— Mon bon monsieur, ce ne sera pour vous que trois réaux : sans mentir, je les vends dix-huit sous aux autres. Les noix sont renchéries… et l’on a bien du mal à vivre, car les temps sont durs…
… Et, à présent, à la maison ! à la maison !… Le chemin est plein de monde revenant du pardon… Et des rires ! des chants !
— L’aumône au pauvre, au pauvre vieil aveugle, qui ne voit pas plus clair à midi qu’à minuit !…
C’est le vieil aveugle Robert Kerbastiou, qui m’a si souvent chanté gwerzes et sônes.
— Oui, voilà deux sous dans votre écuelle, pauvre vieux.

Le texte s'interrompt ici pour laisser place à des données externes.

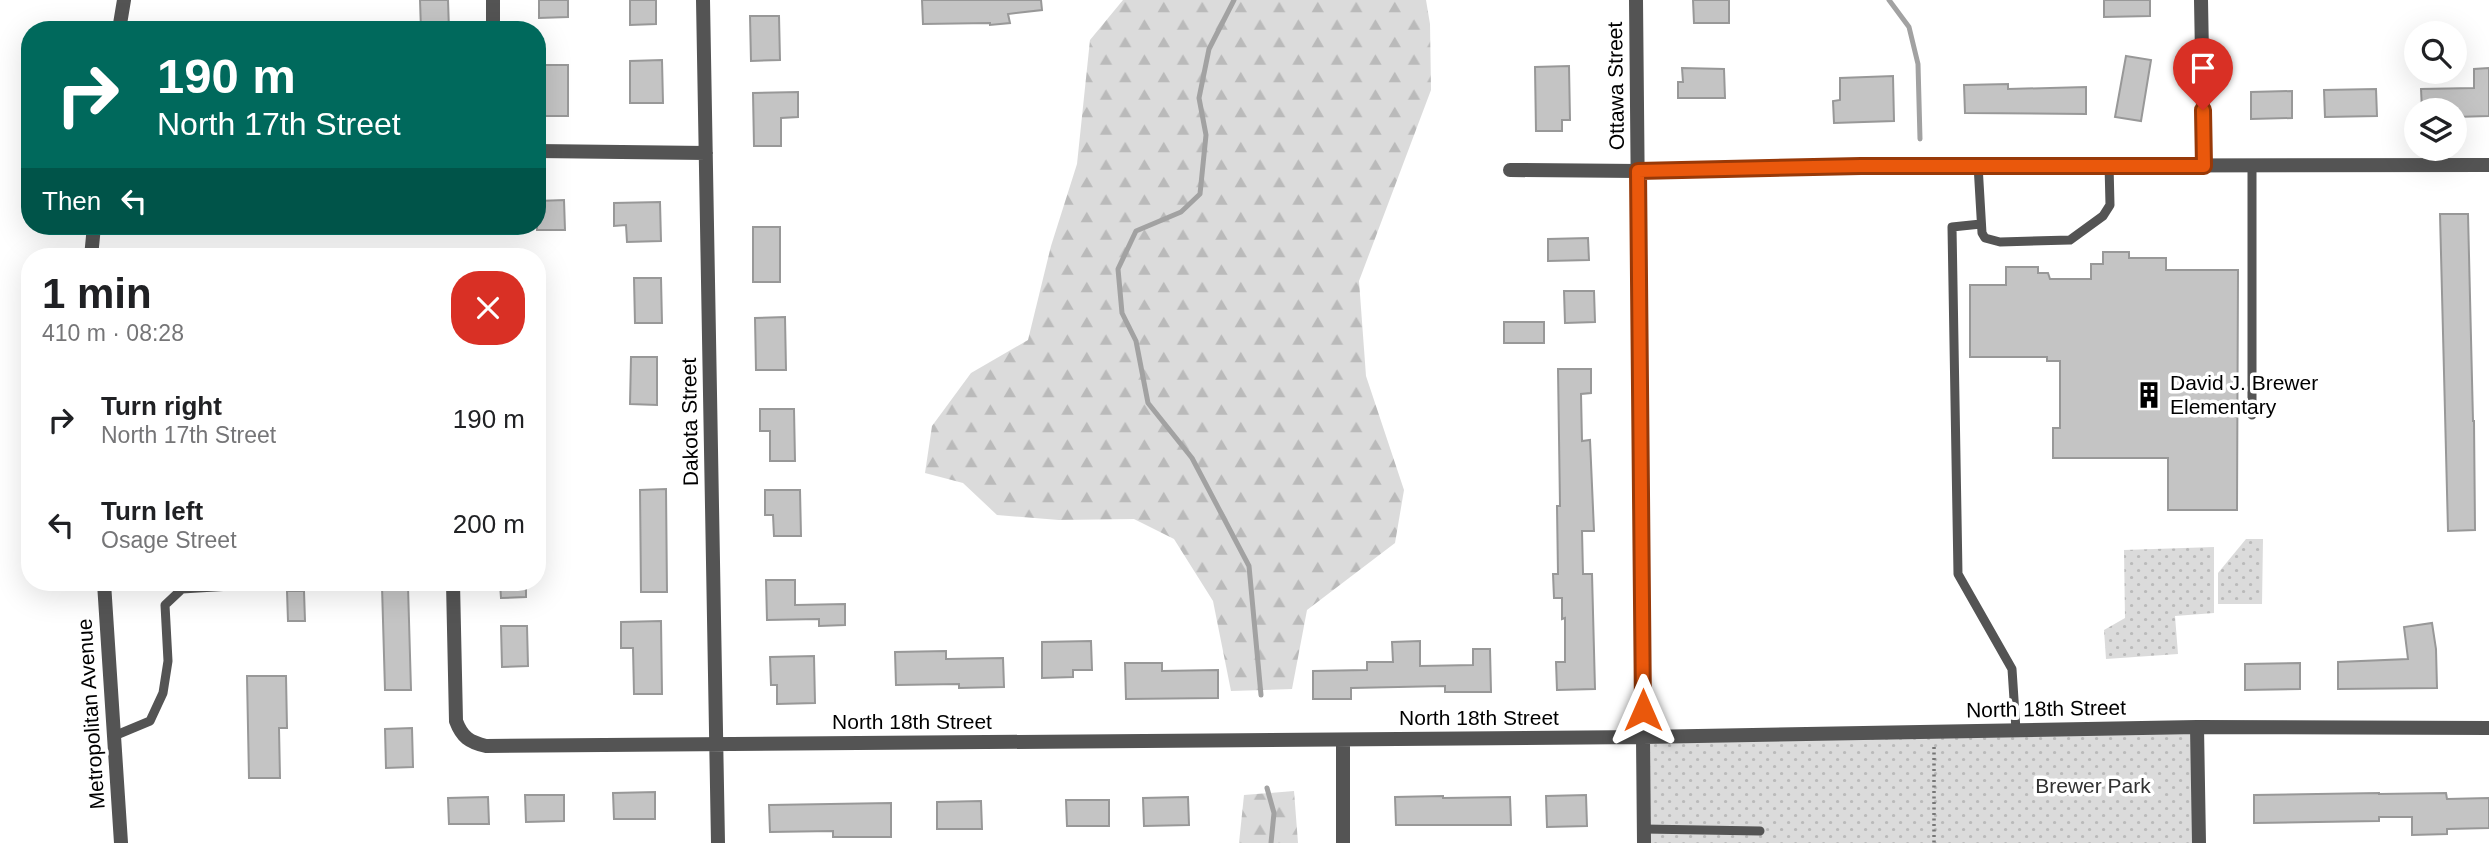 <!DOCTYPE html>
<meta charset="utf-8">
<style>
:root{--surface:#fff;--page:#f6f6f6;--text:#202124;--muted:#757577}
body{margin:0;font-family:Helvetica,sans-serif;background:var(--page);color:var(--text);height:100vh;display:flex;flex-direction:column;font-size:26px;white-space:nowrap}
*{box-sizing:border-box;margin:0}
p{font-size:23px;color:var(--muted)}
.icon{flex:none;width:38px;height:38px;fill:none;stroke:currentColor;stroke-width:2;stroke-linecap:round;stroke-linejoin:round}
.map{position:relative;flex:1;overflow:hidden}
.panel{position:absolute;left:21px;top:248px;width:525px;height:343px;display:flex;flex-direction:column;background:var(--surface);border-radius:28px;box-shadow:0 7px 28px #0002}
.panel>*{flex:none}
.hud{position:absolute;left:21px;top:21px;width:525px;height:214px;border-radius:28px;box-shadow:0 7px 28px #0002;background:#00695c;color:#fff;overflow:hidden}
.fabs{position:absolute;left:2404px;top:21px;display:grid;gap:14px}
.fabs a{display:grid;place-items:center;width:63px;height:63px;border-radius:50%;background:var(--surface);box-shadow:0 7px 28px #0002;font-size:35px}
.pin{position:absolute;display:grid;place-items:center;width:60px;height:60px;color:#fff;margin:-72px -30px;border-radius:50% 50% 50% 0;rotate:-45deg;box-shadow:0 0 7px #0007}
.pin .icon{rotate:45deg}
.me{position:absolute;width:77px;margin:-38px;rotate:0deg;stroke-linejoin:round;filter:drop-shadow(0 0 5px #0008)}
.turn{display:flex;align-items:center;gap:24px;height:147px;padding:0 21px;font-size:32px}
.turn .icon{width:91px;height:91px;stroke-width:2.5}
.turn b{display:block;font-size:49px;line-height:60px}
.then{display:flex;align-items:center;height:66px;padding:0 21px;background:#0003;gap:14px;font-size:26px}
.round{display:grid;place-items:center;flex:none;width:74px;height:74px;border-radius:28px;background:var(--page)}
.headline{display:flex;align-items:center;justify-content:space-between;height:119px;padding:0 21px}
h1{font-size:42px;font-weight:600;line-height:52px}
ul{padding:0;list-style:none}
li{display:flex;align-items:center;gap:21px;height:105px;padding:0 21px}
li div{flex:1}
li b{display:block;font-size:26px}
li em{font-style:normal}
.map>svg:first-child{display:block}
.forest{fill:url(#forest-firs)}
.park{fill:url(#park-dots)}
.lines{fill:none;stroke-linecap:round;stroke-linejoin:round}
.stream{stroke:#a2a2a2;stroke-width:5}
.building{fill:#c4c4c4;stroke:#989898;stroke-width:2}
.path{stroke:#767676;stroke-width:3.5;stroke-dasharray:2 3.5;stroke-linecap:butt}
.service{stroke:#545454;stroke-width:9}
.minor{stroke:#545454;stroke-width:14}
.route-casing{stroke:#983908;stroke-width:18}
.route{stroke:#ea580c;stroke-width:12}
.labels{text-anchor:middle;stroke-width:7;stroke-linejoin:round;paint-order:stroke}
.street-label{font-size:21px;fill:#000;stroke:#fff}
.poi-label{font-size:21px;fill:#000;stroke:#fff;text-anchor:start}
.park-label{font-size:21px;fill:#323232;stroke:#fff}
</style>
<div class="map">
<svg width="2489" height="843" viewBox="0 0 2489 843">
<defs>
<pattern id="forest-firs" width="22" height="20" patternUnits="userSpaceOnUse" patternTransform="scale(1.75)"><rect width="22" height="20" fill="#dbdbdb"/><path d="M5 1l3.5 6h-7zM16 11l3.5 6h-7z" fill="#bababa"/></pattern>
<pattern id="park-dots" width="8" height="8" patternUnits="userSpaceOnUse" patternTransform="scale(1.75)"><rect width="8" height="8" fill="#dbdbdb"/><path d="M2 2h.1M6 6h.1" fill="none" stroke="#bababa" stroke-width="1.8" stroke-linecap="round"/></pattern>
</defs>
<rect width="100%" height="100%" fill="#fff"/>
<path class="forest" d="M1123,0H1426L1430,24L1431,90L1359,281L1366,376L1404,490L1395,543L1307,610L1292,689L1231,691L1213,601L1174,539L1134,519L1059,520L997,515L963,483L925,473L932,426L971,373L1028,340L1051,246L1077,164L1090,40Z
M1294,791L1298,843H1239L1244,795Z"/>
<path class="park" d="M2246,539H2263L2262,604H2218V573Z
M2214,547V613L2175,616L2178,654L2106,659L2104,630L2125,618L2124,550Z
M2197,727L2199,843H1644L1643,737Z"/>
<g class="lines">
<path class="stream" d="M1234,0L1209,49L1199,98L1206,135L1200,194L1181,212L1136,231L1118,269L1122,313L1136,341L1148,403L1192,458L1249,566L1261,695
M1889,0L1909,27L1918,64L1920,139
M1267,788L1274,813L1271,843"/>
</g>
<path class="building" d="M420,0H448L449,30H421Z
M539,0H568V17L539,18Z
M630,0H656V24L630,25Z
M922,0H1041L1042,10L1008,14L1010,23L990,25V23L923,24Z
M1693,0H1729V23H1694Z
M2104,0H2150V16L2104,17Z
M750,16H779L780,60L751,61Z
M2126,56L2151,60L2141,121L2115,117Z
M662,60L663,103H630V61Z
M541,65H568V116H542Z
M1569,66L1570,120H1562V131H1536L1535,67Z
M1682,68L1724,69L1725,98H1678V82H1683Z
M2489,68V116L2455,117V110H2422L2421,89L2474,88V69Z
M1893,76L1894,121L1834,123L1833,101L1840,100V78Z
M2008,84V89L2086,87V114L1965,113L1964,85Z
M2376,89L2377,116L2325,117L2324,90Z
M2292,91V118L2251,119V92Z
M798,92V117L781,118V146H754L753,93Z
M564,200L565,230H537V201Z
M660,202L661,241L627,242L626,225L614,226V203Z
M2440,214H2468L2473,421H2474L2475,530L2448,531Z
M753,227H780V282H753Z
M1588,238L1589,260L1548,261V239Z
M2103,252H2129V258H2166V270H2238L2237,510H2168V458H2053V428H2060V361H2047V357H1970V285H2006V267H2038V273H2048L2050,279H2091V264H2103Z
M634,278H661L662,323H635Z
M1564,291H1594L1595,322L1565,323Z
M785,317L786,370H756L755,318Z
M1504,322H1544V343H1504Z
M631,357H657V405L630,404Z
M1558,369H1591V393L1581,394L1582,441L1590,440L1594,531H1582L1583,574H1592L1595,689L1557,690L1556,662H1565V618L1562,619V598H1554L1553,574H1558L1557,506H1560Z
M760,409H794L795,461H770V431H760Z
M666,489L667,592H641L640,490Z
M765,490H800L801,536H774L773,515H765Z
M766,580H795V605L845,604V625L819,626V619L767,620Z
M500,583H526V597L501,598Z
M382,586H408L411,690H385Z
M287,591H304L305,621H288Z
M661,621L662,694H634L633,648H621V622Z
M2432,623L2436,649L2437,688L2338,689V662L2408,659L2404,627Z
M501,626H527L528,666L502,667Z
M1091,641L1092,670H1073V677L1042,678V642Z
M1420,641V666L1473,665V649H1490L1491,692H1445V686L1351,688V699H1313V671L1367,670V662H1393L1392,642Z
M946,651V659L1003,658L1004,687L959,688V684L896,685L895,652Z
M814,656L815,703L777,704V685H771L770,657Z
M1125,663H1162V671L1218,670V698L1126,699Z
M2300,663V689L2245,690V664Z
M247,676H286L287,728H279L280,778H249Z
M412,728L413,767L386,768L385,729Z
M655,792V819H614L613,793Z
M2379,793V794L2446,793L2447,799L2489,798V828L2447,829V834L2412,835V817H2379V821L2254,823V795Z
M525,795H564V821L526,822Z
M1586,795L1587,826L1547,827L1546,796Z
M1443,796V798L1510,797L1511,825H1396L1395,797Z
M488,797L489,824H449L448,798Z
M1188,797L1189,825L1144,826L1143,798Z
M1066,800H1109V826H1067Z
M981,801L982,829H937V802Z
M891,803V837H833V831L770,832L769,805Z"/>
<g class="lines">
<path class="path" d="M1934,747V843"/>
<path class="service" d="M1978,165L1982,233L1985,238L2000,242L2070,240L2103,216L2110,205L2109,164
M1981,224L1952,227L1958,574L2012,669L2016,730
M2252,415V164
M114,736L150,721L163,693L168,661L165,605L182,589L262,584
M1644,829L1760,831"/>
<path class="minor" d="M493,0V30
M703,0L718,843
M1636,0L1644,843
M2201,0L2204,166
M119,30L124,0
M537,151L706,153
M1510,170L1638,171L1861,166L2489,165
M91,257L94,226
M104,583L121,843
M453,583L456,721C462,737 469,742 486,746L1643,737L2197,727L2489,728
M2197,727L2199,843
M1343,740V843"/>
</g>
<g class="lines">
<defs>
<path id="route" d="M1643,710L1638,171L1861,166H2204L2203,110"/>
</defs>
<use href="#route" class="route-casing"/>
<use href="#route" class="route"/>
</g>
<defs>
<symbol id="building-bare" viewBox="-9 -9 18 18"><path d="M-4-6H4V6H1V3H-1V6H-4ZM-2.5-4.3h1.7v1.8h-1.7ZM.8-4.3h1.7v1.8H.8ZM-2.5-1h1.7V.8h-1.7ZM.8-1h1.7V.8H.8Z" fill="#000" stroke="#fff" stroke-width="2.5" paint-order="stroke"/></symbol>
</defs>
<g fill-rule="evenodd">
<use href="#building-bare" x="2130" y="376" width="38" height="38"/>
</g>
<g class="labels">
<g class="street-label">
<text transform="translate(1616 86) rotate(-91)" y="7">Ottawa Street</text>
<text transform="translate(690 422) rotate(-91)" y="7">Dakota Street</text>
<text transform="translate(2046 709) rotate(-1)" y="7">North 18th Street</text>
<text transform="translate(91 714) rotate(-94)" y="7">Metropolitan Avenue</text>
<text x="1479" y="725">North 18th Street</text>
<text x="912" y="729">North 18th Street</text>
</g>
<g class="poi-label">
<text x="2170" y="390">David J. Brewer<tspan x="2170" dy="24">Elementary</tspan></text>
</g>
<g class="park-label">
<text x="2093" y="793">Brewer Park</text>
</g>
</g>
</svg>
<div class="fabs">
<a><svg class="icon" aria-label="search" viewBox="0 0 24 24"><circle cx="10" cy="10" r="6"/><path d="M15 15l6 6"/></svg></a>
<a><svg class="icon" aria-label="layers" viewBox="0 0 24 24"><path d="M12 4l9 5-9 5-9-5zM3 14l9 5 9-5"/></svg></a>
</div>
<div class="pin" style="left:2203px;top:110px;background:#d93025"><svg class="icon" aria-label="arrive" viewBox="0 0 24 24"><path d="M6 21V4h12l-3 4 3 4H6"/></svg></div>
<svg class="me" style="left:1643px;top:710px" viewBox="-20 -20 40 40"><path d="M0-17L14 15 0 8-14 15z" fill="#ea580c" stroke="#fff" stroke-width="4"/></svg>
<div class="hud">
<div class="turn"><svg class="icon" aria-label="right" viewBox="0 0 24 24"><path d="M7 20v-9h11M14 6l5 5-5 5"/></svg><div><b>190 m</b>North 17th Street</div></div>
<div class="then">Then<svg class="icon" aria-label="left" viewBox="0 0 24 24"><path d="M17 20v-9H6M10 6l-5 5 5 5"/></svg></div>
</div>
<section class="panel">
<div class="headline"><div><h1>1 min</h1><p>410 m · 08:28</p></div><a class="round" style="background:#d93025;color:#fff"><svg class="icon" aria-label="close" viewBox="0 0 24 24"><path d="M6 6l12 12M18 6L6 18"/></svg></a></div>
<ul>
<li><svg class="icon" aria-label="right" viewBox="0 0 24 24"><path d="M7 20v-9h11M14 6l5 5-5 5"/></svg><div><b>Turn right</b><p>North 17th Street</p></div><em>190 m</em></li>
<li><svg class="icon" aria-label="left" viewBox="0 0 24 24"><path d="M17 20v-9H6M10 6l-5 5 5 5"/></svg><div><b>Turn left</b><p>Osage Street</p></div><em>200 m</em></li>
</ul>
</section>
</div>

— La bénédiction de Dieu soit sur vous, et puissiez-vous vivre longtemps !…
V
Le beau soir !… Le son aigu du biniou arrive jusqu’à moi, mêlé au parfum des fleurs… Le soleil s’abaisse derrière la colline. Là-bas, au loin, on chante le gwerz de Kloarek Laoudour.
Qui donc est là, sous ce hêtre ? Jénovéfa, si je ne me trompe, et Gabik, tous les deux !

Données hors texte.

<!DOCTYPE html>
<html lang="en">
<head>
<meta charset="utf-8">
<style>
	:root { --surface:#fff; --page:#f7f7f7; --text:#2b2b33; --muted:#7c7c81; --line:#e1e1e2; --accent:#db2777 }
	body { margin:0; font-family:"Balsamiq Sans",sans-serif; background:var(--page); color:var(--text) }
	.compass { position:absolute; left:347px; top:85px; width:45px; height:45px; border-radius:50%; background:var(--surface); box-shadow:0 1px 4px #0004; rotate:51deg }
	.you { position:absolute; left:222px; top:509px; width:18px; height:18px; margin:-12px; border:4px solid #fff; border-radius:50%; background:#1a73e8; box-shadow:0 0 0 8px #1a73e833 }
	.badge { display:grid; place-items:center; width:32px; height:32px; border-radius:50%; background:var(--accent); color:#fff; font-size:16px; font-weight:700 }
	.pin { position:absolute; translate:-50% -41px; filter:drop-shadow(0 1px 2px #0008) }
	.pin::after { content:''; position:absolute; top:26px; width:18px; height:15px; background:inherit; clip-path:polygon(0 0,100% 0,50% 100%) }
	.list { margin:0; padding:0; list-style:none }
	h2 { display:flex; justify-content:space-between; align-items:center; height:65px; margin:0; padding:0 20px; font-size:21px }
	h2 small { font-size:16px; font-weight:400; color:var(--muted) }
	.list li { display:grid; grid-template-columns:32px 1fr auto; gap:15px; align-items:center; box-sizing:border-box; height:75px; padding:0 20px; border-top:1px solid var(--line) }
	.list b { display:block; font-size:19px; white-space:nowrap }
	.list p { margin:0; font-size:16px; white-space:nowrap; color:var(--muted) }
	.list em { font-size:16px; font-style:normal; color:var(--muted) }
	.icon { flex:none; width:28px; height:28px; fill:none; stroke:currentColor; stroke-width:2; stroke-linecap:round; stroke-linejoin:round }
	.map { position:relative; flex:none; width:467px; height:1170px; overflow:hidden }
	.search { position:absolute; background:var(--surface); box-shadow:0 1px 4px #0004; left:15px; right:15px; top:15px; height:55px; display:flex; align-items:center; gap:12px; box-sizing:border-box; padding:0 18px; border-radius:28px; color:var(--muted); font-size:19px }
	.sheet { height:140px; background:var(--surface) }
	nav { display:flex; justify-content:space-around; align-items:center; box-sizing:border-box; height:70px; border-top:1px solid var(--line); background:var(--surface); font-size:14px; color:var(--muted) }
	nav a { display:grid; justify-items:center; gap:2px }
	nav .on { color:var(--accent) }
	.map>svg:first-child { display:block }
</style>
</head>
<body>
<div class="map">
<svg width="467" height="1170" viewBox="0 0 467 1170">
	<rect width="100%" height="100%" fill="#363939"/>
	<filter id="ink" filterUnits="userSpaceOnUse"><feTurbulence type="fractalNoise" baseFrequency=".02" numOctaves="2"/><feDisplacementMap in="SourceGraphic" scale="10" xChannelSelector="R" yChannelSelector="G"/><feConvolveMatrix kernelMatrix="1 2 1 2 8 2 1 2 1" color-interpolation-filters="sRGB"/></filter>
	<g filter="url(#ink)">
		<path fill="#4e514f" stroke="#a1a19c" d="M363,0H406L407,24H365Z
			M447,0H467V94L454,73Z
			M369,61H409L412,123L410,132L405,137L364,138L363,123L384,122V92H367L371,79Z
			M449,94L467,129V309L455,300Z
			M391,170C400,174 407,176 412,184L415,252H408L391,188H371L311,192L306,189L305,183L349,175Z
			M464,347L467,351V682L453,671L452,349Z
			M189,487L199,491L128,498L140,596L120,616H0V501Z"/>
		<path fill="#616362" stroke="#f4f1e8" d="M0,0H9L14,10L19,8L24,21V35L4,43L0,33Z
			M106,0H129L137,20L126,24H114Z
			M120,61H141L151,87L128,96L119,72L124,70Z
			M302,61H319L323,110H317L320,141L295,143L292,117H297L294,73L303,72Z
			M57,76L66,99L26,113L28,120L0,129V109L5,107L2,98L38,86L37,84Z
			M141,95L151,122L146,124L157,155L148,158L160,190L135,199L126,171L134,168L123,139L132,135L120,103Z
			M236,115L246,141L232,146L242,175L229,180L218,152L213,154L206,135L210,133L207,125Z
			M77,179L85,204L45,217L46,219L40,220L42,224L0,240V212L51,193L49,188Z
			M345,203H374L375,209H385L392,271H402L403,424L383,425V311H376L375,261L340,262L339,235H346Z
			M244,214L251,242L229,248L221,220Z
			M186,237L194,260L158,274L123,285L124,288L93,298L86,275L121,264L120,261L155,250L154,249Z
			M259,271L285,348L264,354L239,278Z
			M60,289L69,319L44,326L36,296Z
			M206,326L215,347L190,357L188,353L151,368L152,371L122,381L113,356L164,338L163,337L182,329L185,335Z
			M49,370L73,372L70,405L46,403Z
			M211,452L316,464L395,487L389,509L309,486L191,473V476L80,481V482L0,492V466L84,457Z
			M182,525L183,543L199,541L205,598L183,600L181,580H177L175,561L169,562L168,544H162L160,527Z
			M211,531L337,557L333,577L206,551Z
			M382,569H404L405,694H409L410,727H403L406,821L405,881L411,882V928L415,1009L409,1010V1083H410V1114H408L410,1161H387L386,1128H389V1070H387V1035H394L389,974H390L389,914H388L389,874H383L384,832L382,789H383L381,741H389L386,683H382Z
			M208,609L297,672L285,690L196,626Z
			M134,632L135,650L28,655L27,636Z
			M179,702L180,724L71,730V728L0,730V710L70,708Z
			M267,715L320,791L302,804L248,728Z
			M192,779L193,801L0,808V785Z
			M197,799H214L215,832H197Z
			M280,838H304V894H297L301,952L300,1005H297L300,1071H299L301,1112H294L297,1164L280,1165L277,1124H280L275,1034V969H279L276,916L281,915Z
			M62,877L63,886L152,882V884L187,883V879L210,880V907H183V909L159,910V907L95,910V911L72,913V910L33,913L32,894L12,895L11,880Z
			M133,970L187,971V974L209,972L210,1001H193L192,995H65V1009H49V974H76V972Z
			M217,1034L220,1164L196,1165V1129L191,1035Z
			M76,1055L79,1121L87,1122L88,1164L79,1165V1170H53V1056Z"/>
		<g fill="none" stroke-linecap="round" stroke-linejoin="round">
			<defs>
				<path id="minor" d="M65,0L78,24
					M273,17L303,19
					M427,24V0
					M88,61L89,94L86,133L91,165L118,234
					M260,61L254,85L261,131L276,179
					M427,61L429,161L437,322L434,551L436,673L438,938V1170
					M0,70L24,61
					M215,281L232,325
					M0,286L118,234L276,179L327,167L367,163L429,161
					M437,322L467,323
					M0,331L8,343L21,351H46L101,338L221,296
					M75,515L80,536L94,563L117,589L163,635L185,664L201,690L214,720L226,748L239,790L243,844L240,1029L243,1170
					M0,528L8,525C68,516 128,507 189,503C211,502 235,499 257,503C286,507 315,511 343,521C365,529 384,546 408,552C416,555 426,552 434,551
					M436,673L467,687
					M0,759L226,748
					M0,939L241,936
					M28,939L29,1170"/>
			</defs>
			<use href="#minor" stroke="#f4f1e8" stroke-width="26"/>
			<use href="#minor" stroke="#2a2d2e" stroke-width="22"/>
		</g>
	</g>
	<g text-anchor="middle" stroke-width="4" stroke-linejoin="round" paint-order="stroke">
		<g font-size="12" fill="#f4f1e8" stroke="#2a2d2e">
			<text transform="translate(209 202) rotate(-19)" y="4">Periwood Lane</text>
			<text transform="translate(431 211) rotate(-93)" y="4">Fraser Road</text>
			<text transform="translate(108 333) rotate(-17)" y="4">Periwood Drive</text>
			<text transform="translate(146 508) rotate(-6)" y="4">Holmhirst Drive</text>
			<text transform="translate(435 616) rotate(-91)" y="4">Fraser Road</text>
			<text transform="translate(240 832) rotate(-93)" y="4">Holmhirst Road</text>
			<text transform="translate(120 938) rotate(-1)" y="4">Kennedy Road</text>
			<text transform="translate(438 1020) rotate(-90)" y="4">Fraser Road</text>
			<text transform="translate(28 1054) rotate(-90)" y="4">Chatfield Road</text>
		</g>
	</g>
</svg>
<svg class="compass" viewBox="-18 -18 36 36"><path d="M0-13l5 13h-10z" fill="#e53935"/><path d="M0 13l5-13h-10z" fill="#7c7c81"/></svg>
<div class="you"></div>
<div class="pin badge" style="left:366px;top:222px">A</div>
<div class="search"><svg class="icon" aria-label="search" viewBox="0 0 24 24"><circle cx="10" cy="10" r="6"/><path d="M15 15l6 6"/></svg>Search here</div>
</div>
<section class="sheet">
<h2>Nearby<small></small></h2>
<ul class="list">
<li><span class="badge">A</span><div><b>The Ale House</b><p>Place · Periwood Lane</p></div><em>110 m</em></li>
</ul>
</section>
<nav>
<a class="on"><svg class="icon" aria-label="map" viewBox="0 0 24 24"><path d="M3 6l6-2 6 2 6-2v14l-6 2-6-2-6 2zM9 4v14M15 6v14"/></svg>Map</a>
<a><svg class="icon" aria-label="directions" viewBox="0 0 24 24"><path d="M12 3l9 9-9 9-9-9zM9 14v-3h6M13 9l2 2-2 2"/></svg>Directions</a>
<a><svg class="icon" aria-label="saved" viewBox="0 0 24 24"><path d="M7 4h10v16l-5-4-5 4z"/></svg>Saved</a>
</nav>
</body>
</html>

— Le vent est frais sur la hauteur… Et, quand on rentre tard, Jéno, la mère gronde !… Mais voici de quoi l’apaiser : voici des amandes pour distribuer à chaque enfant, au petit frère, à la petite sœur, et à la mère et au père. J’ai perdu, je paie de bon cœur… Puisse Dieu bénir jusqu’au bout vos amours !… Ne rougissez pas ainsi ! Avant trois mois, le recteur vous mariera dans son église !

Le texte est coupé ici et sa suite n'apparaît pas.